Thursday, December 30, 2010

I've been in Montreal for about a week and a half now without a camera.

My batteries died and the charger was in transit on its way from Peterborough to my Moms as well as a few other things that have caused me to not be able to take photographs.

Anyways.

Yesterday I went out and bought a new lens. Later that afternoon my charger finally arrived and I have been shooting non stop since. I had a bit of charge on one of my two batteries last night when we went to The McCord Museum to see two Photo exhibits and then went to China town for dinner.




This is how I feel.

Tuesday, December 28, 2010

A

Arrrr! I lied.

Since finishing school I have hit a few road blocks.
1) My battery charger was taken with my roommate accidentaly a while back and I have not managed to retreive it. No batteries for my camera.

2) Somehow my lens dissapeared. Wouldnt be a problem if I had a few more.

3) No access to photoshop means no access to editing photos means nothing to post :/

I am sorry.
Soon!

But for now I must go get ready to eat brunch with my oldest friend in Montreal.

Thursday, December 16, 2010

Okay.

Here I am. Sorry for the Serious lack of posts in the last little while. The last week and a half of college before the break is Insane.

I will be done Tomorrow afternoon so after that point I will be able to Blog like crazy.
Also Building a website.

Thursday, December 9, 2010

Out.

I've been shooting since saturday.
Non stop turnstile house of photo shoots. Its been both amazing and exhausting but here it is.

I've been working on this project called out. The whole plan was to visualize the shades of grey in the coming out process.

So here it is. Well a large portion of it at least.

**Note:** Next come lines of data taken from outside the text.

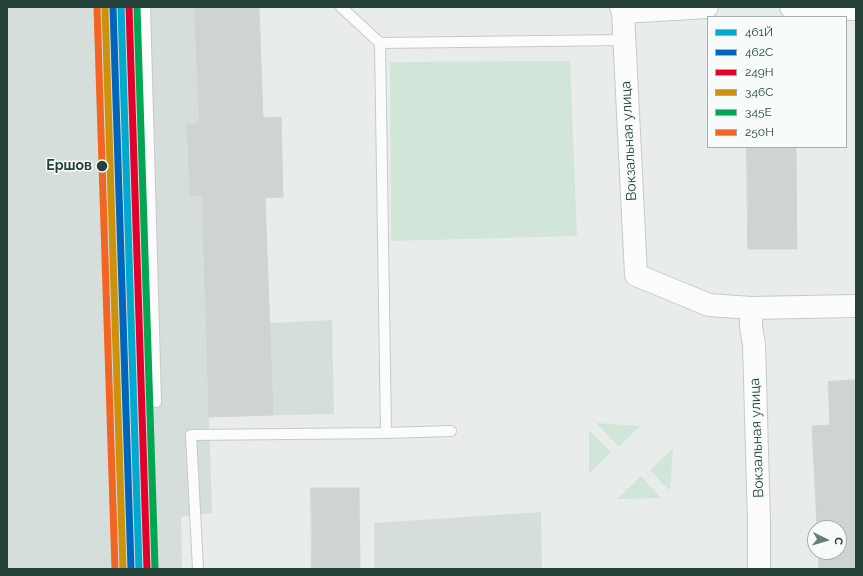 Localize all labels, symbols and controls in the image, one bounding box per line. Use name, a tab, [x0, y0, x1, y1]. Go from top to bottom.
legend	[707, 16, 847, 148]
text: 461Й	[745, 25, 773, 39]
text: 462С	[745, 45, 773, 59]
text: 249Н	[745, 65, 774, 79]
street label: Вокзальная улица	[617, 81, 641, 201]
text: 346С	[745, 85, 773, 99]
text: 345Е	[745, 105, 772, 119]
text: 250Н	[745, 125, 774, 139]
place label: Ершов	[46, 158, 92, 174]
marker: Ершов	[95, 159, 109, 173]
street label: Вокзальная улица	[747, 378, 767, 498]
north arrow	[807, 520, 847, 560]
text: С	[832, 537, 845, 545] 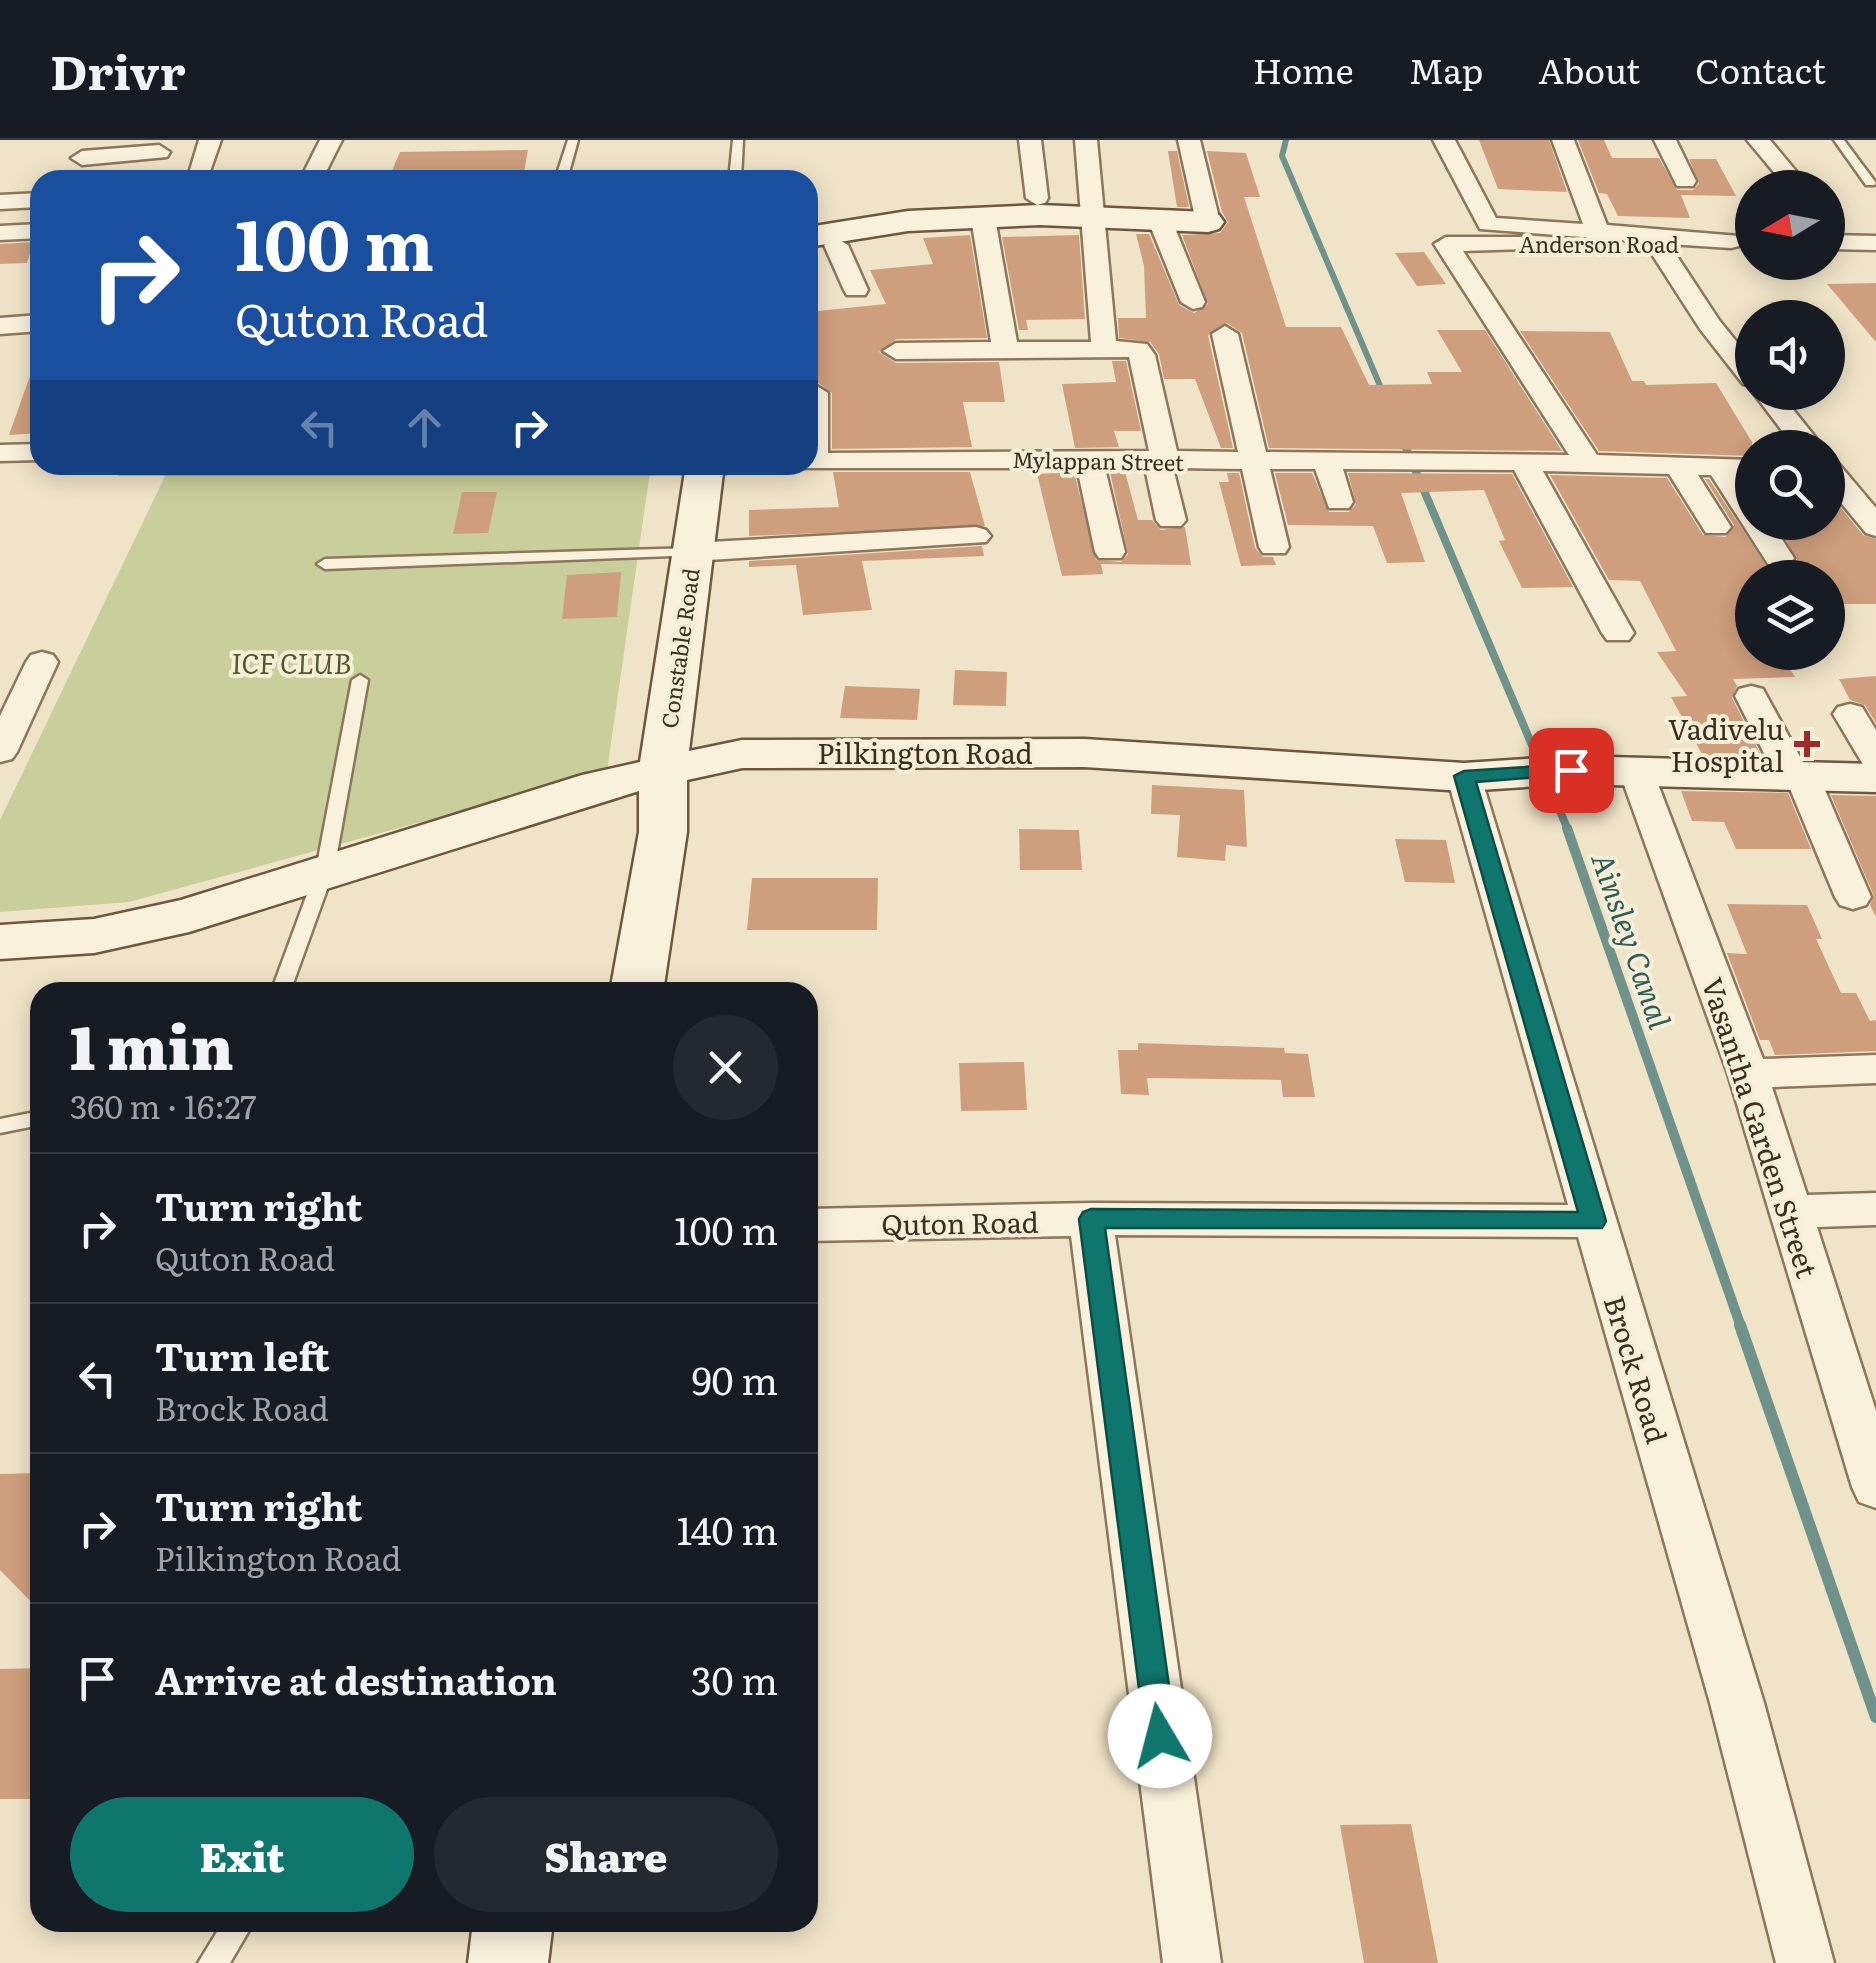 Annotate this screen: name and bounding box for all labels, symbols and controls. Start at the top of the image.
text: Drivr [50,34,185,105]
text: Home [1253,43,1354,95]
text: Map [1409,43,1483,95]
text: About [1538,43,1640,95]
text: Contact [1695,43,1826,95]
north arrow [1735,170,1845,280]
map controls [1735,170,1845,670]
text: 100 m [235,189,434,293]
icon: right [70,210,200,340]
street label: Anderson Road [1519,227,1679,260]
text: Quton Road [235,284,488,351]
button: sound [1735,300,1845,410]
icon: left [292,400,347,455]
icon: ahead [397,400,452,455]
icon: right [502,400,557,455]
button: search [1735,430,1845,540]
street label: Mylappan Street [1012,442,1184,478]
button: layers [1735,560,1845,670]
street label: Constable Road [651,566,707,730]
park label: ICF CLUB [231,641,351,683]
place label: Vadivelu Hospital [1668,707,1784,781]
pin [1529,728,1614,813]
street label: Pilkington Road [817,731,1033,773]
marker: Vadivelu Hospital [1794,731,1820,757]
icon: arrive [1544,743,1599,798]
water label: Ainsley Canal [1582,846,1684,1034]
street label: Vasantha Garden Street [1693,971,1830,1283]
text: 1 min [70,999,234,1088]
button: close [673,1015,778,1120]
text: 360 m · 16:27 [70,1081,257,1129]
text: Turn right [155,1176,362,1233]
text: 100 m [674,1200,778,1257]
street label: Quton Road [881,1200,1039,1244]
icon: right [70,1201,125,1256]
text: Quton Road [155,1233,335,1281]
street label: Brock Road [1595,1290,1679,1448]
text: Turn left [155,1326,330,1383]
text: 90 m [692,1350,778,1407]
icon: left [70,1351,125,1406]
text: Brock Road [155,1383,329,1431]
text: Turn right [155,1476,362,1533]
text: 140 m [677,1500,778,1557]
icon: right [70,1501,125,1556]
text: Pilkington Road [155,1533,401,1581]
text: Arrive at destination [155,1650,557,1707]
text: 30 m [691,1650,778,1707]
icon: arrive [70,1651,125,1706]
position arrow [1108,1684,1212,1788]
button: Exit [70,1797,414,1912]
button: Share [434,1797,778,1912] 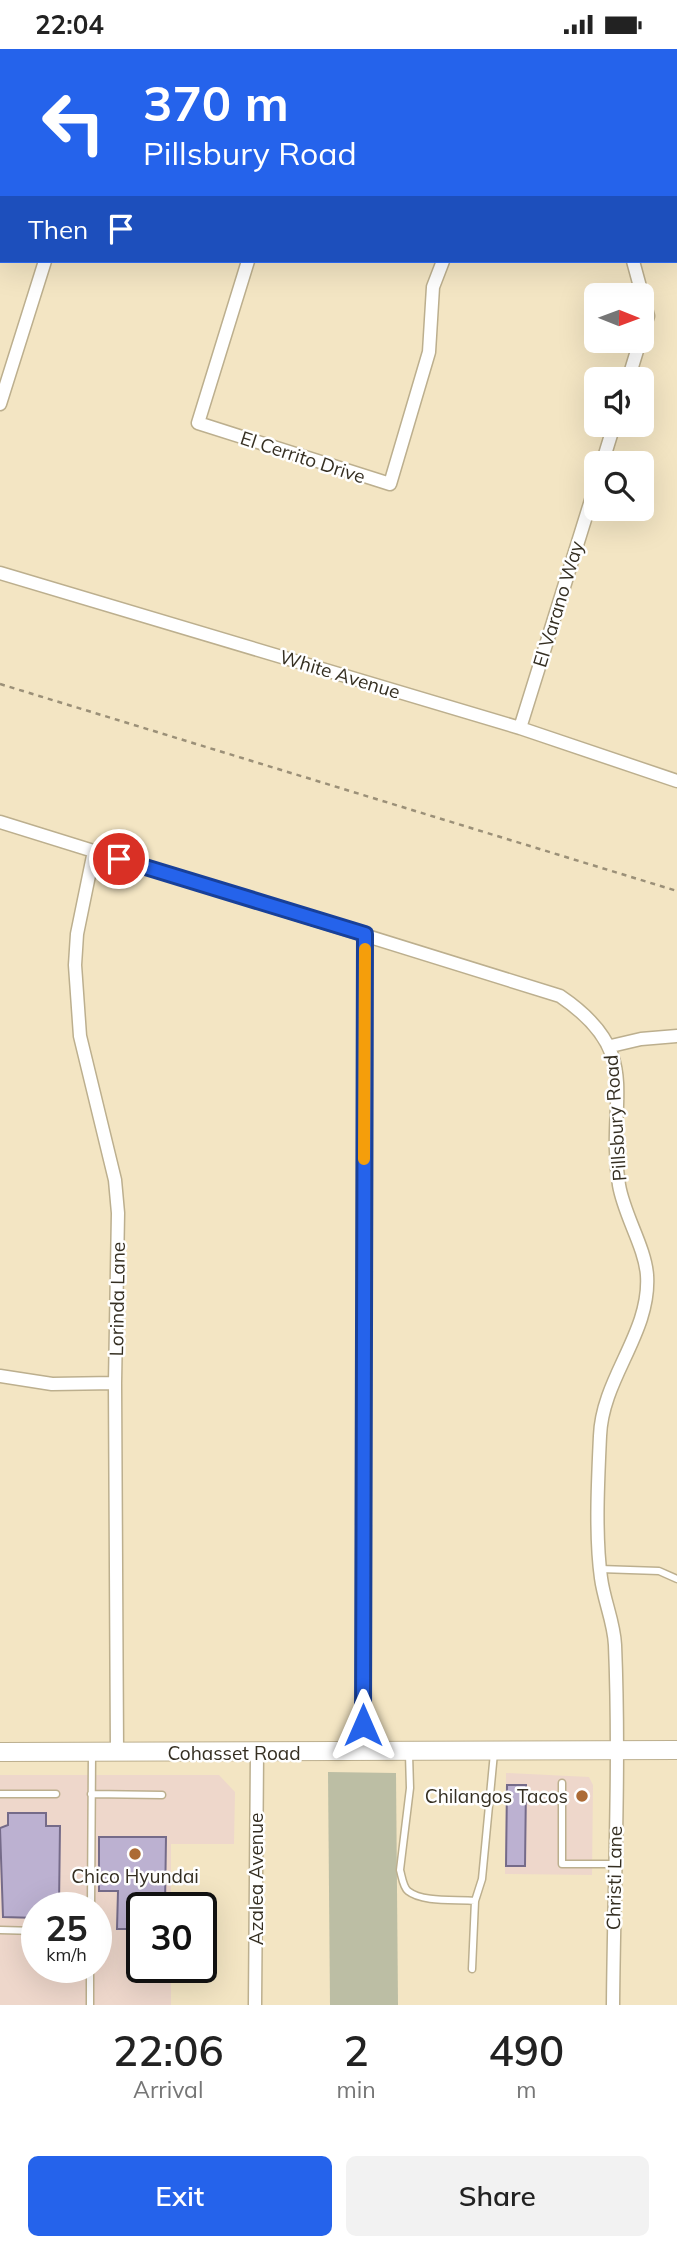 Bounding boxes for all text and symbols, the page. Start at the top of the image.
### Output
text: 22:04 [35,8,104,41]
text: 370 m [143,72,289,133]
icon: left [28,77,119,168]
text: Pillsbury Road [143,133,357,173]
icon: arrive [102,210,140,248]
text: Then [28,213,88,246]
north arrow [584,283,654,353]
map controls [584,283,654,521]
button: sound [584,367,654,437]
street label: El Cerrito Drive [238,426,368,488]
button: search [584,451,654,521]
street label: El Varano Way [527,538,589,670]
street label: White Avenue [277,644,403,704]
pin [89,829,149,889]
icon: arrive [100,840,138,878]
street label: Pillsbury Road [599,1054,631,1182]
street label: Lorinda Lane [104,1241,130,1357]
position arrow [326,1688,400,1762]
street label: Cohasset Road [167,1741,301,1765]
place label: Chilangos Tacos [425,1784,568,1808]
marker: Chilangos Tacos [574,1788,590,1804]
street label: Azalea Avenue [244,1813,268,1945]
street label: Christi Lane [601,1826,627,1930]
marker: Chico Hyundai [127,1846,143,1862]
place label: Chico Hyundai [71,1864,199,1888]
speed limit sign: 30 [126,1892,217,1983]
text: 25 [45,1906,88,1950]
text: km/h [46,1943,87,1966]
text: 22:06 [113,2024,224,2077]
text: 2 [343,2024,369,2077]
text: 490 [489,2024,564,2077]
text: Arrival [133,2075,203,2104]
text: min [336,2075,376,2104]
text: m [516,2075,536,2104]
button: Exit [28,2156,332,2236]
button: Share [346,2156,649,2236] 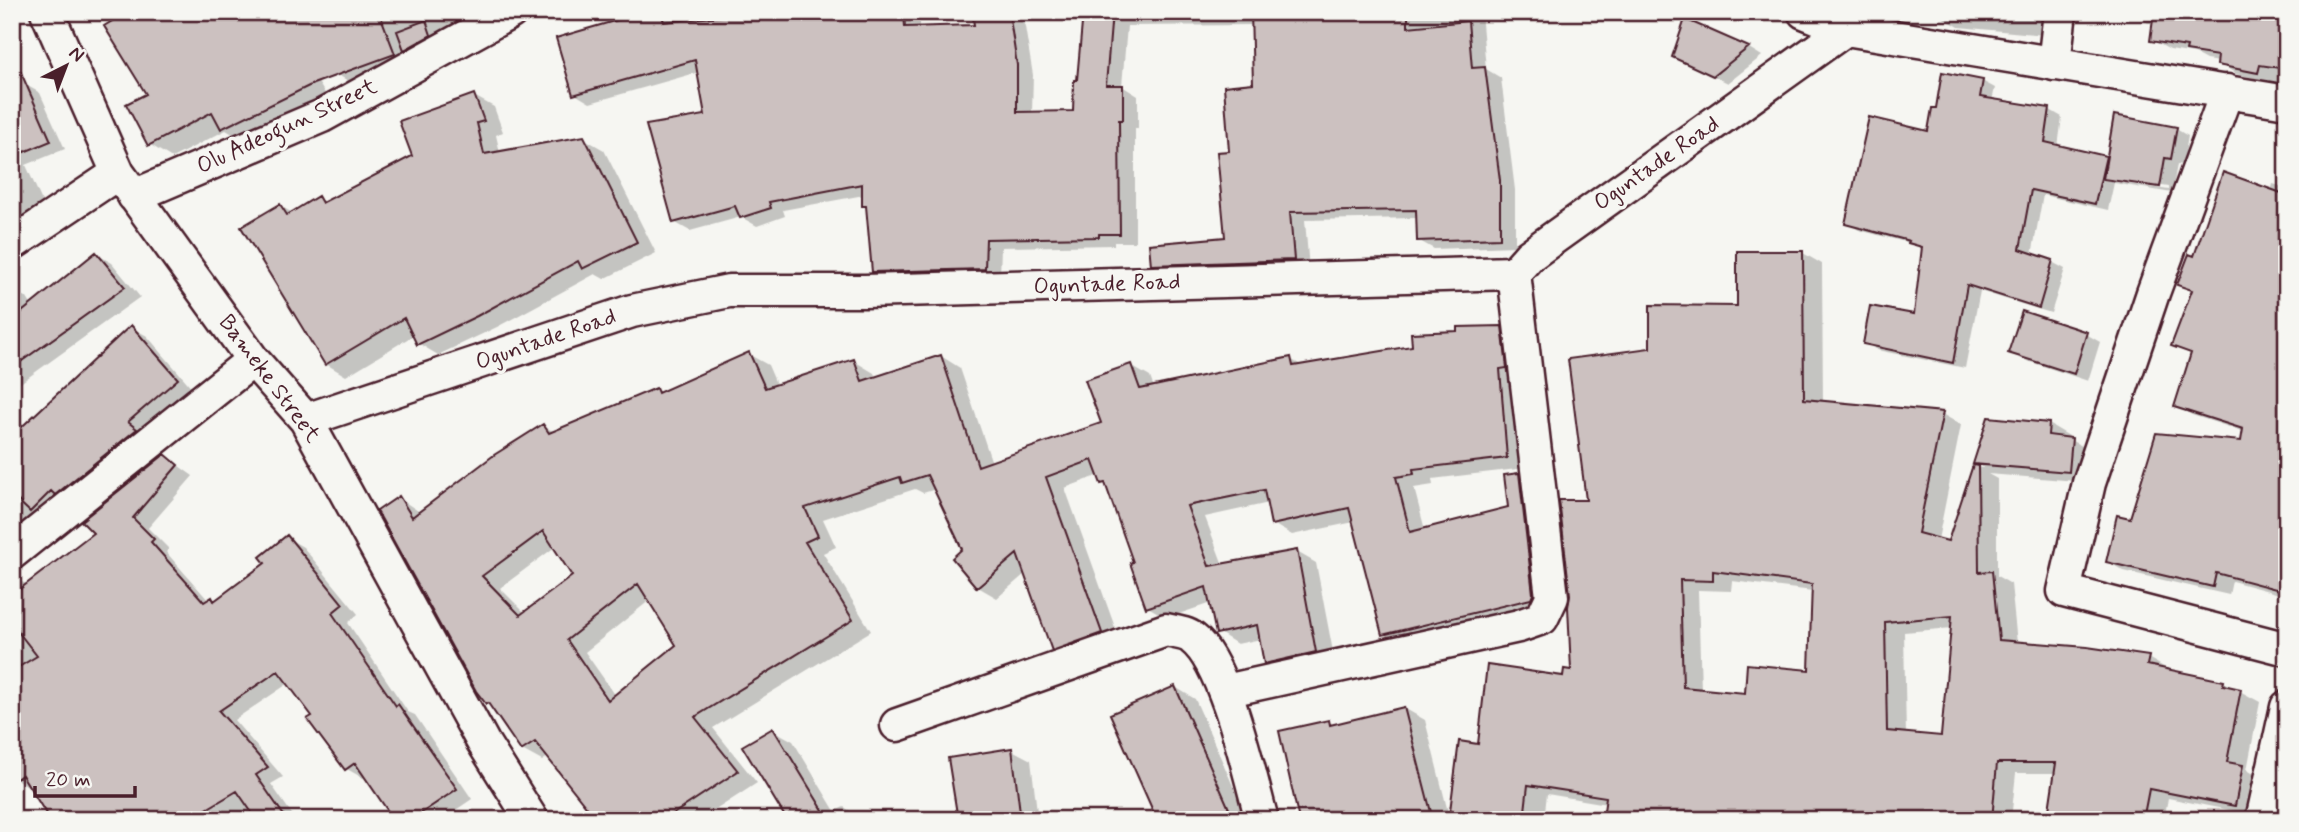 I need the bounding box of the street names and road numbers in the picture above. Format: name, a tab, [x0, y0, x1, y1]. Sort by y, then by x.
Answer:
street label: Olu Adeogun Street	[192, 72, 383, 184]
street label: Oguntade Road	[1588, 110, 1726, 218]
street label: Oguntade Road	[1033, 267, 1181, 303]
street label: Oguntade Road	[472, 302, 620, 378]
street label: Bameke Street	[211, 309, 327, 449]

BELLEVILLE, ON (04/12/10) - _______ _______, 19 "I don’t want to be bound by a ‘sexual preference’. I believe that love is what drives someone to fall in love and see another person as beautiful. I believe I’m perfectly capable of falling in love with either gender but I’m scared of coming out to myself in the sense that a label such as ‘bisexual’ will seem falsified no matter what sex I ultimately fall in love with. I’m scared that if I fall in love with a man, I will be a ‘fake lesbian’, or likewise, if I fall in love with a woman, I will be a ‘fake heterosexual’. I admit that much of this fear is also driven by the possibility of others viewing me in this manner as well." - Photo by Niamh Malcolm


BELLEVILLE, ON (05/12/10) - Joni-Beth Andrews, 22 "I know my parents believe that being homosexual is wrong and against God. I fear rejection and it would kill me to be disowned by my family. I know they would never approve...." - Photo by Niamh Malcolm


BELLEVILLE, ON (07/12/10) - Tristan Kong, 20 "I am scared to tell my family because I never have seen them talking about gay/lesbian people so I dont know what is their feeling or thoughts about them. I thank them for accepting and supporting me because I am Deaf. I feel not ready to tell them that I am gay just because they know that I am Deaf when I was born so they did not change anything toward me. But, they have no idea that I am gay so if i told them, would they accept me for another reason that I am gay? I also dont know how to tell them because many of them do not know sign language so it is difficult for me to express them or explain that i'm gay" - Photo by Niamh Malcolm


BELLEVILLE,ON (04/12/10) - Brittany Lees, 18 "Because I'm scared they will not accept me into their family for my dad is just marrying into her family. I'm also scared they will alienate him aswell and he deserves to be happy finally." - Photo by Niamh Malcolm

BELLEVILLE, ON (05/12/10) - Ian Beaton, 22 "Because I am his only son and he expects me to meet a nice woman and start a 'perfect' family." - Photo by Niamh Malcolm


BELLEVILLE, ON (07/12/10) - Robert Nielsen, 23 "If he was to know he would use it as an excuse to drink!" - Photo by Niamh Malcolm


BELLEVILLE, ON (05/12/10) - Michael Oosting, 16 "My older brother, Mike, has been my role model my entire life. I'm afraid if he knows the truth, I'll loose the best positive influence in my life." - Photo by Niamh Malcolm


BELLEVILLE, ON (08/12/10) - Niamh Malcolm, 23 "I'm intimidated by them. I've struggled with my sexual identity since I was in grade school and they are so strong in who they are. I feel silly being scared to come out to my lesbian mothers and aunts but I am." - Photo by Natelie Herault. 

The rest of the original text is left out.